Nevada caucuses: 30 delegates (proportional)
If Nevada’s caucuses were three days before South Carolina, they would matter a lot more. Trump likes to think that he will do well here because of his business presence in Las Vegas. More likely, though, he’d do well here because of disillusion from high unemployment and one of the worst housing recessions of any US state.
Sheldon Adelson, if he decides to back a candidate like he did for Gingrich in 2012, could materially change the race. For now, it seems like he wants to wait until after a nominee is chosen to make a major political investment in 2016. But he’s said a lot of kind things about Rubio.
March 1: Super Tuesday
Texas primary: 155 delegates (proportional)
Georgia primary: 76 delegates (proportional)
Tennessee primary: 58 delegates (proportional)
Alabama primary: 50 delegates (proportional)

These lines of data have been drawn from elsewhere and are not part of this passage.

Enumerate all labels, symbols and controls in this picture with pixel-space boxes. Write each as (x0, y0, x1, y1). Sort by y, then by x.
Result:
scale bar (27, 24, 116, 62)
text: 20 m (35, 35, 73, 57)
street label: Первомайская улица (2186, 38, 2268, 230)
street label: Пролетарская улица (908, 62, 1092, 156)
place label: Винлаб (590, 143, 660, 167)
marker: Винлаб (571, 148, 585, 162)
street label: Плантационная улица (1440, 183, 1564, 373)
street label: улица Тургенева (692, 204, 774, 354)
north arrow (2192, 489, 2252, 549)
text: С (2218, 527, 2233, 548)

Virginia primary: 49 delegates (proportional)
Oklahoma primary: 43 delegates (proportional)
Massachusetts primary: 42 delegates (proportional)

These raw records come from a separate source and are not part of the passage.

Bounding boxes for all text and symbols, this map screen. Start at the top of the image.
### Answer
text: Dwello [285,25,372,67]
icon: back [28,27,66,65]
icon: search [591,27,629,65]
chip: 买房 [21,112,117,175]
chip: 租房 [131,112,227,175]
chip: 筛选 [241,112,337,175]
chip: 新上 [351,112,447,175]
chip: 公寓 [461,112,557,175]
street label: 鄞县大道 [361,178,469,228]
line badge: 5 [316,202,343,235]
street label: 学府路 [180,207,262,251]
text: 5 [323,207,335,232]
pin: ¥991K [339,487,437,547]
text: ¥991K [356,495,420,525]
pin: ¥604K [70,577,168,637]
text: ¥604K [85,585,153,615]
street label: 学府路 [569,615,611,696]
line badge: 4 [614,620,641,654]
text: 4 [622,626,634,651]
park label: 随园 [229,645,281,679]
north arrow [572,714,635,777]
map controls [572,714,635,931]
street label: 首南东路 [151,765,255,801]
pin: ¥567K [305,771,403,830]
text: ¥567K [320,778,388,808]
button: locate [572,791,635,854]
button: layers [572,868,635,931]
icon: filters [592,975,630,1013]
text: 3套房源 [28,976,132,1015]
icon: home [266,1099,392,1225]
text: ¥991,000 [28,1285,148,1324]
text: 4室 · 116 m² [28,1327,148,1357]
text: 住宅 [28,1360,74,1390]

Arkansas primary: 40 delegates (proportional)
Minnesota caucuses: 38 delegates (proportional)
Colorado caucuses: 37 delegates (proportional)
Wyoming caucuses: 29 delegates (unbound)
Alaska caucuses: 28 delegates (proportional)
North Dakota caucuses: 28 delegates (unbound)
Vermont primary: 16 delegates (proportional)
By this point, the race will be whittled down to Trump, Cruz and the sole remaining Grown-Up. Now the prior dynamic flips — Trump and Cruz will be competing for many of the same ‘outsider’ voters, while the Grown-Up candidate can consolidated so-called ‘establishment’ support.
Super Tuesday has also been called the ‘SEC Primary,’ but two of the day’s important prizes are Massachusetts and Virginia, where the Grown-Up will be a favorite in a three-way race against Trump and Cruz. Still, with Tennessee, Texas, Alabama, Georgia and other Southern states holding primaries on March 1, Trump or Cruz could easily win a big chunk of the day’s delegates.
A quick note about outsiders and insiders. The distinction between ‘outsider’ and ‘insider’ candidates has always been much messier than pundits portray. There are now many ‘establishments’ within the Republican Party, and Cruz is just as much an ‘insider’ with some of them (evangelical groups, certain conservative organizations) as Bush is to others (K Street and wealthy donors). Think of the difference between ‘Cato conservatives’ and ‘Heritage conservatives.’
If former Texas governor Rick Perry, for instance, endorses Cruz, which is certainly a possibility, does that make him more of an outsider or an insider? Cruz now looks much more electable after the Trump surge of 2015, because he seems less of a risk, comparatively, than a Trump nomination. Moreover, he is one of the few 2016 contenders talented enough to portray a crusading outsider while also feigning just moderate enough (on gay rights or foreign policy, for example) to convince traditional elites he can be a credible general election contender. That’s a hard hoop to jump through for such a right-wing figure, even for a politician as talented as Cruz, who almost single-handedly shut down the US government in 2013. Compared to the Grown-Up choice, Cruz (who seems universally despised by his Senate colleagues and other party officials) is more likely to fall into the ‘conservative runner-up’ category.
A note about the Democratic race. By March 1, Clinton will almost certainly become the presumptive Democratic nominee. She might not have enough delegates to clinch the nomination, but a clean (or near-clean) sweep against Vermont senator Bernie Sanders will mean that she’s now ready to pivot to general election mode. That, too, will concentrate minds about the ultimate electability of Trump or Cruz.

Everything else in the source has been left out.